Что ж, Рождество приближается, и если она не может получить маму, решила Саманта, то она согласится на кошку.

По правде говоря, леди Саманта не собиралась заболевать на самом деле. Она кашляла под простынями до тех пор, пока у нее не заболело горло, и постаралась, что ее пальцы торчали из-под одеяла в холодном ночном воздухе. Она ковырялась в еде, волочила ноги во время прогулок и потирала виски, точно так же, как это делала тетя Джейн. К несчастью, ее спектакль совершенно убедил мисс Масгроув, ее гувернантку, которая немедленно послала за местным врачом. Когда мистер Уикс не нашел никаких признаков болезни, мисс Масгроув приказала кухарке начать приготовление целебных настоев по рецептам старого травника из библиотеки.

Или рецепты оказались неправильными, или ингредиенты указаны неверно, или, возможно, пропорции просто не подходили такой крошечной, миниатюрной мисс, но состояние леди Саманты ухудшилось. Теперь в ее желудке не держалась никакая еда, и девочка едва могла поднять голову от подушки. Врач покачал головой и приказал пустить ей кровь. Один взгляд на пиявок — и леди Саманта начала кричать, призывая не кого-нибудь, а своего отца. Затем она упала в обморок. Доктор продолжал приходить еще пять дней, в течение которых дочь графа безвольно лежала на кровати, становясь все бледнее, тоньше и слабее.


***

Рождество приближается, Господи Боже, а ребенок умирает. Мисс Масгроув с ложечки влила очередную дозу только что приготовленного варева в горло своей подопечной, а затем наблюдала, как коричневая жидкость вытекает изо рта леди Саманты. Гувернантка устранила беспорядок влажным полотенцем, испытывая сожаление, что все это неприятное положение нельзя устранить так же легко.

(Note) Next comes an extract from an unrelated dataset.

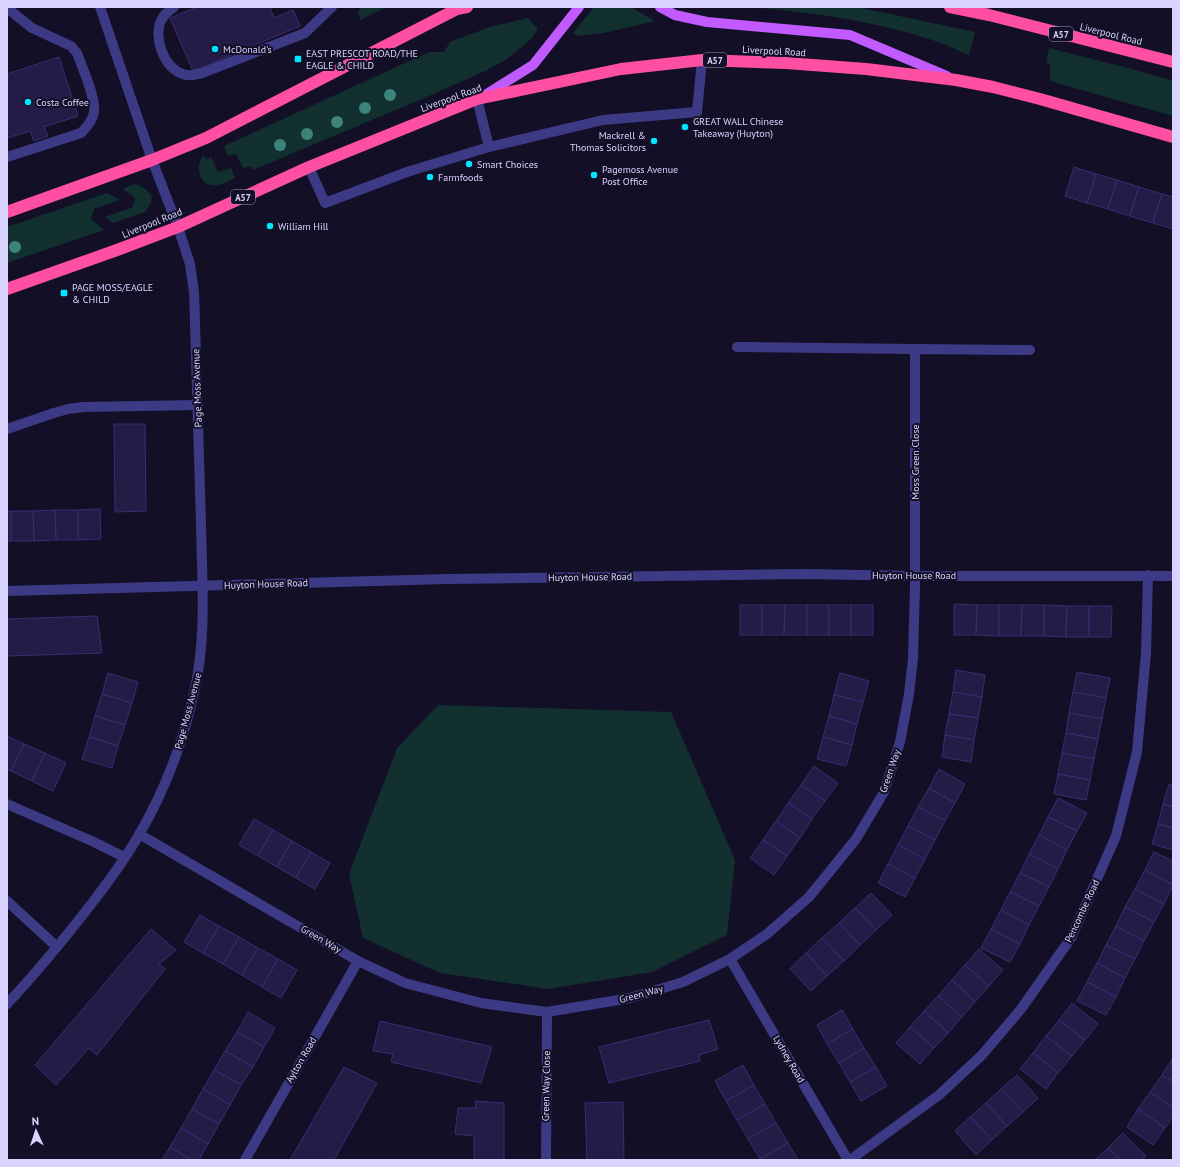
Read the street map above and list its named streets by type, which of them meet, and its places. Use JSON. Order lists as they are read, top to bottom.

Мисс Масгроув, нахмурившись, разгладила юбки черного платья из бомбазина. Теперь ей никогда не удастся открыть ту собственную школу, где ее ученики не будут перерастать ее обучение — или ее дисциплину. Боже, она устала от поиска новой должности, от того, что ее отправляют на пустынную территорию между помещением для слуг и комнатами членов семьи. Неужели она просит слишком много — немного безопасности, чуточку независимости? Теперь она даже не получит рекомендацию от графа или его свояченицы, только не после того, как позволила их девочке умереть в этом Богом забытом месте с его несведущим доктором.